Last edited by Plastic Bonsai; 27th Dec 2012 at 10:49.
A T-tail does not cause deep stall, although it may well aggravate it when it happens.
The deep stall is caused by tip stall on a swept wing, which causes the lift centre to move inboard and forward.
Absolutely correct. B2N2, I don't find the definition above incomplete. I agree that that FAA figures give a different perspective, but in my opinion they are depicting a slight different scenario, where the wing is NOT actually stalled even if close to. By design, in the real stall (with weight and balance within certified limits of course) the nose should drop forward so giving better authority to the elevators while in the real deep stall that doesn't happen, because the CG keeps moving forward to a point that the recovery is virtually impossible.
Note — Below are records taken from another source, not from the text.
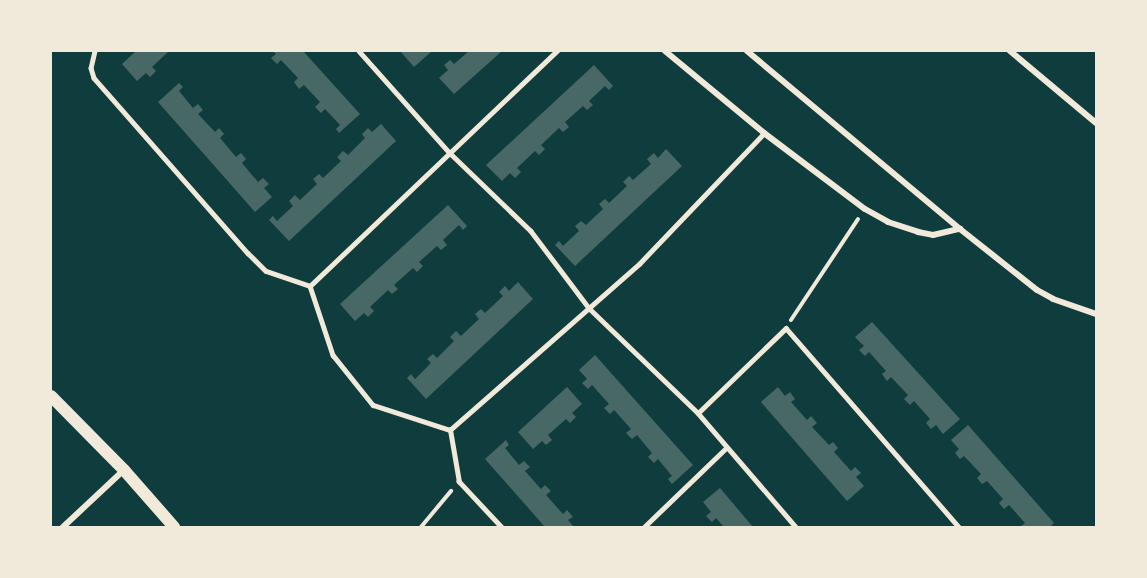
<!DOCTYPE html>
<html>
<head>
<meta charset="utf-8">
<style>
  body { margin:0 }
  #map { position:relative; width:1147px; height:578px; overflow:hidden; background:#0f3d3e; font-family:Overpass,sans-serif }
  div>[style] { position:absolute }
  .building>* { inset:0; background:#486865 }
  .path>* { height:4px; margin:-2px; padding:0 2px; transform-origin:2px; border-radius:2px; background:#f1e9da }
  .service>* { height:4.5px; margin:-2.25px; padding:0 2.25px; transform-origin:2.25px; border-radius:2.25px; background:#f1e9da }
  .minor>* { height:6px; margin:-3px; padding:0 3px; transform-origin:3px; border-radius:3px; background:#f1e9da }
  .secondary>* { height:12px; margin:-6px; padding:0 6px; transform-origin:6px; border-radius:6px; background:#f1e9da }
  span { translate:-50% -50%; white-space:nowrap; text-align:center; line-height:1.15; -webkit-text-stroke:4.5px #f1e9da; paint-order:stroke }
  .frame { position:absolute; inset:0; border:52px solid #f1e9da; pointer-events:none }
</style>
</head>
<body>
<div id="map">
  <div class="building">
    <i style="clip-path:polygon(136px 51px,169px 51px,152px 67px,156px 71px,150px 77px,146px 73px,137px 81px,122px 64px)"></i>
    <i style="clip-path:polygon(273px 51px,303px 51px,360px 114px,339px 133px,336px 129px,340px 125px,325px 109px,321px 113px,315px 107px,320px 102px,304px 85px,299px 89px,294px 82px,298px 78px,281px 60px,277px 64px,271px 58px,276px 54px)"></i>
    <i style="clip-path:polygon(400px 51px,429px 51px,431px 52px,414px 67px)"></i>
    <i style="clip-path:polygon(469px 51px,502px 51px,454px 94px,439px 78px,448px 70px,444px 65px,450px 60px,454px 64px)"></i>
    <i style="clip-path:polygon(594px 65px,613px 86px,609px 90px,605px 86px,589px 101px,593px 105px,587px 110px,583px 106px,565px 122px,569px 127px,563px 132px,559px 128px,541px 145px,545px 149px,539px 155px,535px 151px,517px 168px,521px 172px,515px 178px,510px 173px,502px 181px,486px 165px)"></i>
    <i style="clip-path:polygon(179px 83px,183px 87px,179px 91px,193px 108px,198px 104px,203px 110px,198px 114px,215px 132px,219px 128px,224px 134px,220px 138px,236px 157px,241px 153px,246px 159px,242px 163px,258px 182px,263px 178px,269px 184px,264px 188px,272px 197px,255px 212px,158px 102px)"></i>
    <i style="clip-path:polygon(381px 124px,396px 141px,289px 241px,269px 220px,273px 216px,277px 221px,293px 206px,289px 201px,295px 195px,300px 200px,317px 184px,313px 179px,319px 174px,323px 178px,341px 161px,337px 157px,343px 151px,348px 155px,365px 138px,362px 134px,368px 128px,372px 132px)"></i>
    <i style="clip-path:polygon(666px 149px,682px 166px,575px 266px,555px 245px,559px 241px,563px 246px,579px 231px,575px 226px,581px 221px,586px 225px,603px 209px,599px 204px,605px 199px,609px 203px,627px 186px,623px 182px,629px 176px,633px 180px,651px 164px,647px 159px,654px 153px,658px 158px)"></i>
    <i style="clip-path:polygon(448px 205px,467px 226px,463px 230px,459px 225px,443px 240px,447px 245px,441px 250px,437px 246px,419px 262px,423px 266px,417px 272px,413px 268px,394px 285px,398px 289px,392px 294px,388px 290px,370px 307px,374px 311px,368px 317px,364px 313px,355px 321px,340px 304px)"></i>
    <i style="clip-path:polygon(518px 282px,533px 299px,426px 399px,407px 378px,411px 374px,415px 379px,431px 363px,427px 359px,433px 354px,437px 358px,454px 341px,450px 337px,456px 331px,461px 336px,479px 319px,475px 314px,481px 309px,485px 313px,503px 296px,499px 292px,505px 286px,509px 291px)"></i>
    <i style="clip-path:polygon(872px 322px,960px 419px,943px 434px,936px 425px,931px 429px,926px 423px,930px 419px,914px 401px,910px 405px,904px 399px,908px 395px,891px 377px,887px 381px,882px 374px,886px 371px,869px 352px,865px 356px,859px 350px,864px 346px,855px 337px)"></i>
    <i style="clip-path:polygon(595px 355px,693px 465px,672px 484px,668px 479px,672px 476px,658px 459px,654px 463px,648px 457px,652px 453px,637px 435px,632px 439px,626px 433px,631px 429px,614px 410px,610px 414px,604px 408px,609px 404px,592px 385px,588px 389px,582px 383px,587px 379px,579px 370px)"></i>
    <i style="clip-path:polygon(567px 387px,582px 404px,572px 413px,576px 417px,570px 423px,566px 419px,548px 435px,552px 440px,546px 445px,542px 441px,533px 449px,518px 432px)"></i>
    <i style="clip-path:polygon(778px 387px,785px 396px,790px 392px,795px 399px,791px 402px,807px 420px,811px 416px,817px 423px,812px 427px,829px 445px,833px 442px,838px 448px,834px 452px,851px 471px,855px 467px,861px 473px,856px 477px,864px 486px,847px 501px,761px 402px)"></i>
    <i style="clip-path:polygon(968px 425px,1054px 523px,1050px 527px,1020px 527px,1025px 523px,1009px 505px,1004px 509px,999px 503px,1003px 499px,987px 481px,982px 484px,977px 478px,981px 474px,964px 456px,960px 459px,955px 453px,959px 449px,951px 440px)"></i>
    <i style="clip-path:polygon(506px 440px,509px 445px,505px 448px,519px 465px,524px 461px,530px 467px,525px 471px,541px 489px,545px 485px,551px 491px,546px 495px,563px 514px,567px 510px,573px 517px,568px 520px,574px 527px,545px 527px,485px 459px)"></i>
    <i style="clip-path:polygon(720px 488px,753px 527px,724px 527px,716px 518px,712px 522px,706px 516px,711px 512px,703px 502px)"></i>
  </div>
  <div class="path">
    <i style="left:791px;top:320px;width:121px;rotate:-56.4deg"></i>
    <i style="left:421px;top:527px;width:47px;rotate:-50.2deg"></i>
  </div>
  <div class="service">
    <i style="left:95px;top:51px;width:17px;rotate:103deg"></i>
    <i style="left:91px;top:68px;width:10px;rotate:73deg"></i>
    <i style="left:94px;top:78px;width:233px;rotate:48.7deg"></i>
    <i style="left:248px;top:253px;width:25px;rotate:45deg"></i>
    <i style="left:266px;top:271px;width:46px;rotate:18.8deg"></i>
    <i style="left:310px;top:286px;width:73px;rotate:71.6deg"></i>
    <i style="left:333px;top:355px;width:64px;rotate:51.3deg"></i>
    <i style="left:373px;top:405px;width:81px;rotate:18deg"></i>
    <i style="left:359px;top:51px;width:137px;rotate:48.3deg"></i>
    <i style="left:450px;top:153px;width:112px;rotate:43.9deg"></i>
    <i style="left:531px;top:231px;width:96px;rotate:53deg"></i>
    <i style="left:589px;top:308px;width:151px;rotate:43.9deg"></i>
    <i style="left:698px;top:413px;width:150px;rotate:49.3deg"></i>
    <i style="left:310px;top:286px;width:341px;rotate:-43.6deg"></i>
    <i style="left:698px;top:413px;width:122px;rotate:-44deg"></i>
    <i style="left:786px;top:328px;width:264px;rotate:49deg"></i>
    <i style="left:501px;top:527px;width:62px;rotate:-133deg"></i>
    <i style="left:459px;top:482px;width:53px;rotate:-99.8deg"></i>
    <i style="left:450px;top:430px;width:252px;rotate:-41.3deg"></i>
    <i style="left:639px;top:264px;width:181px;rotate:-46.3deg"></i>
    <i style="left:644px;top:527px;width:114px;rotate:-43.9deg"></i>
  </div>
  <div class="minor">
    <i style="left:665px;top:51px;width:129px;rotate:39.6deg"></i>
    <i style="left:764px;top:133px;width:126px;rotate:37deg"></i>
    <i style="left:865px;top:209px;width:26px;rotate:29deg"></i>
    <i style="left:888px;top:222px;width:32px;rotate:18deg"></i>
    <i style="left:918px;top:232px;width:15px;rotate:11deg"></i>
    <i style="left:933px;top:235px;width:28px;rotate:-13deg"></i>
    <i style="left:747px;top:51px;width:278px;rotate:39.9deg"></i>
    <i style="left:960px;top:229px;width:98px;rotate:38.4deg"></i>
    <i style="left:1037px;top:290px;width:18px;rotate:29deg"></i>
    <i style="left:1053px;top:299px;width:46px;rotate:19.2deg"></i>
    <i style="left:1010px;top:51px;width:112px;rotate:39.9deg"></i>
    <i style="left:63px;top:527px;width:83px;rotate:-43.1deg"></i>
  </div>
  <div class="secondary">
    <i style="left:51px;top:396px;width:104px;rotate:45.4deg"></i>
    <i style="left:124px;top:470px;width:76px;rotate:48.7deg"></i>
  </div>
  <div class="frame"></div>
</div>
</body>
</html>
Anyway, imho, i think that the same term "deep stall" is used to define 2 different situations.
When it comes to military transport aircraft a T tail means you dont have to spend time worrying about parachute static lines fouling the elevator (as you have to for the Hercules). Also I had to smile when I saw the size of the tailplane design grow on the A400M after we had supplied Airbus with data on the cg transients of a heavy drop.
By design, in the real stall (with weight and balance within certified limits of course) the nose should drop forward
Most medium to high wing loading T-tail airplanes will do this only with the help of a stick pusher and/or ventral fins, an additional complexity to take into account when selecting a T-tail. This pitching moment sign reversal with fully deflected elevator normally takes place in the post stall regime though, that's why it is also called deep stall.
Anyway, imho, i think that the same term "deep stall" is used to define 2 different situations.
Last edited by Machdiamond; 14th Jan 2013 at 17:05.
T tail advantage: If the aircraft is a flying boat, it keeps the tail out of the water.
Disadvantages: Much more difficult to inspect for frost/snow/ice, and clean if required. More complex elevator and trim control systems, and, Depending upon aircraft type and configuration, a high tail might be out of the prop wash, which reduces pitch control on the ground (less able for soft field takeoffs).
engines at the tail means they are slightly more protected
Generally yes, though more vulnerable to snow and ice from the top of the fuselage being ingested.